Participants will be assigned to either the control group or the experimental group. In the control group, the standard of care consists of endoscopy with stent placement in the bile duct and systemic anti-tumor therapy, whereas in the experimental group, bRFA will be performed in addition to the standard of care. Participants will be followed up for 6 months, during the follow-up, the stage of the tumor, blood examination, the duration of the stent from the insertion until its failure, adverse events and quality of life will be examined.
Researchers will compare the standard of care alone to the experimental group to see if the additional bRFA procedure causes higher or no difference in adverse events rate.
Extrahepatic biliary tract cancer (EBTC) in most cases is diagnosed at an unresectable stage of disease. Standard-of-care systemic palliative treatment consists of systemic anti-tumor therapy with or without immune-checkpoint-inhibitor (ICI). Nonetheless, overall survival remains limited at about 12.8 months. Moreover, severe adverse events can occur leading to treatment discontinuation increasing the risk of tumor progression and poor prognosis. Biliary obstruction is one of the most relevant factors for survival limiting eligibility and timing/dosing of chemo-(immuno)therapy. Endoscopic biliary stenting is standard to relieve jaundice, but tumor ingrowth can limit the rate and duration of success. Radiofrequency ablation (RFA) results from thermal damage created by a high-frequency alternating current released from an electrode into tissue. RFA has become a standard treatment modality in numerous indications, including the treatment of Barrett's oesophagus-related dysplasia and hepatocellular carcinoma. Intraductal biliary radiofrequency ablation (bRFA) is a relatively new method of inducing tumor necrosis via thermal energy. bRFA has been applied in patients suffering unresectable EBTC within randomized-controlled trials indicating improved stent patency as well as overall survival and progression-free survival.

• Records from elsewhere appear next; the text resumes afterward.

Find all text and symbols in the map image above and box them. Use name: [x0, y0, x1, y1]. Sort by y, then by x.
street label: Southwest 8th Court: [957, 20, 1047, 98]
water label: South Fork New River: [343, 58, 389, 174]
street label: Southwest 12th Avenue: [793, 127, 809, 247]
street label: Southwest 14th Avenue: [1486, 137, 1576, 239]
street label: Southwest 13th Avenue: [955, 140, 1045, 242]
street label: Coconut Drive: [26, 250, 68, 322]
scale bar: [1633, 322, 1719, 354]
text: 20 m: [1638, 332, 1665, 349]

The primary objective of the study is to provide evidence for the general tolerability of bRFA in patients with unresectable extrahepatic biliary tract cholangiocarcinoma undergoing systemic anti-tumor therapy with or without ICI. It is hypothesized that bRFA is generally safe and well tolerated by patients. Primary endpoint of the study is any grade 3 or 4 adverse events leading to chemo-immune checkpoint inhibitor-therapy discontinuation up to six months after enrolment.
Eligible patients will be registered in the study database and randomized in 1:2 ratio to either the standard group (systemic anti-tumor therapy with or without ICI with endoscopic biliary stenting) or the experimental bRFA group (systemic anti-tumor therapy with or without ICI with endoscopic biliary stenting + bRFA).
Systemic anti-tumor therapy with or without ICI with endoscopic biliary stenting are standard of care applied commonly in both the control and the experimental group:
Endoscopic retrograde cholangiography (ERC) procedure stenting are applied at baseline and as clinically indicated. E.g., CICI cycles (Gemcitabin d1 & d8, Cisplatin d1 & d8, Durvalumab d1) are administered repeating every 21 days for a total of 8 cycles.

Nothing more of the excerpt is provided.